▸ **Exercise**:
Repeat the data as given. Images do not go in the copy.

[Start of section]

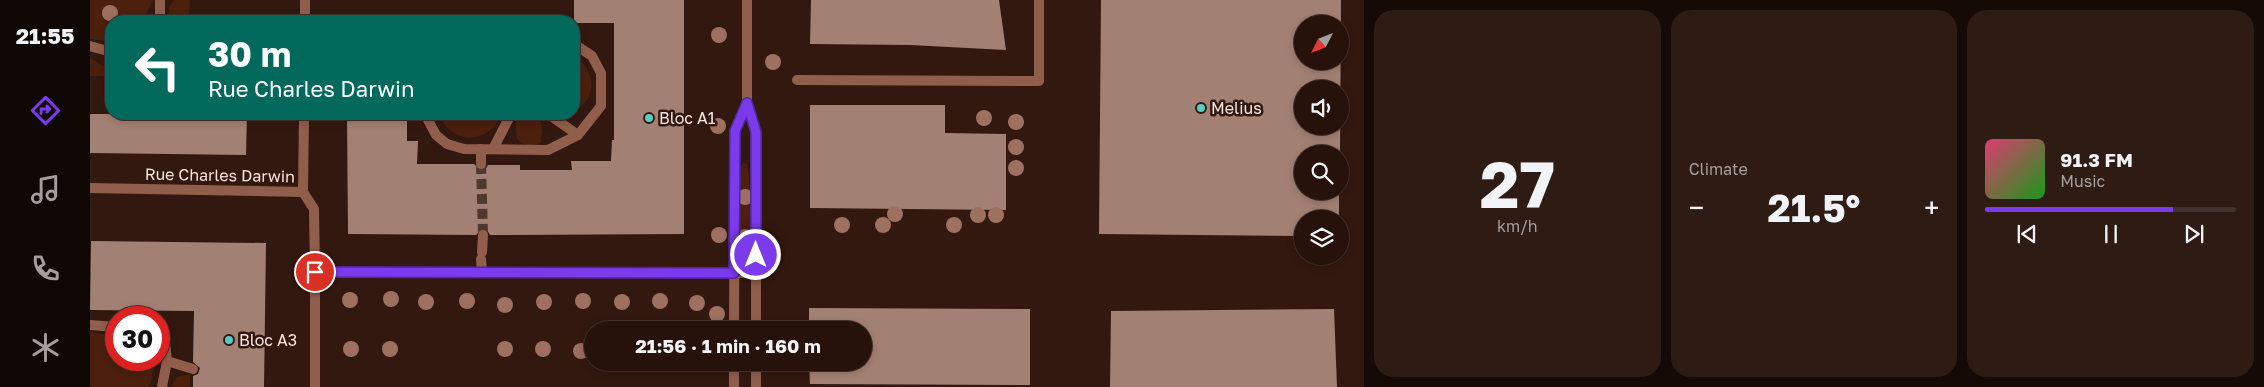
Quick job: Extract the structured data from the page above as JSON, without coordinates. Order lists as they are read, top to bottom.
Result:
{
  "streets": {
    "street": ["Rue Charles Darwin"]
  },
  "places": ["Melius", "Bloc A1", "Bloc A3"],
  "north": "bottom left",
  "page": {
    "tabs": "21:55",
    "tile": [
      ["27", "km/h"],
      "Climate"
    ],
    "turn": ["30 m", "Rue Charles Darwin"],
    "song": ["91.3 FM", "Music"],
    "heat": ["−", "21.5°", "+"],
    "limit": "30",
    "trip": "21:56 · 1 min · 160 m"
  }
}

[End of section]

▸ **Expected output**:
Quick job: Extract the structured data from the page above as JSON, without coordinates. Order lists as they are read, top to bottom.
Result:
{
  "streets": {
    "street": ["Rue Charles Darwin"]
  },
  "places": ["Melius", "Bloc A1", "Bloc A3"],
  "north": "bottom left",
  "page": {
    "tabs": "21:55",
    "tile": [
      ["27", "km/h"],
      "Climate"
    ],
    "turn": ["30 m", "Rue Charles Darwin"],
    "song": ["91.3 FM", "Music"],
    "heat": ["−", "21.5°", "+"],
    "limit": "30",
    "trip": "21:56 · 1 min · 160 m"
  }
}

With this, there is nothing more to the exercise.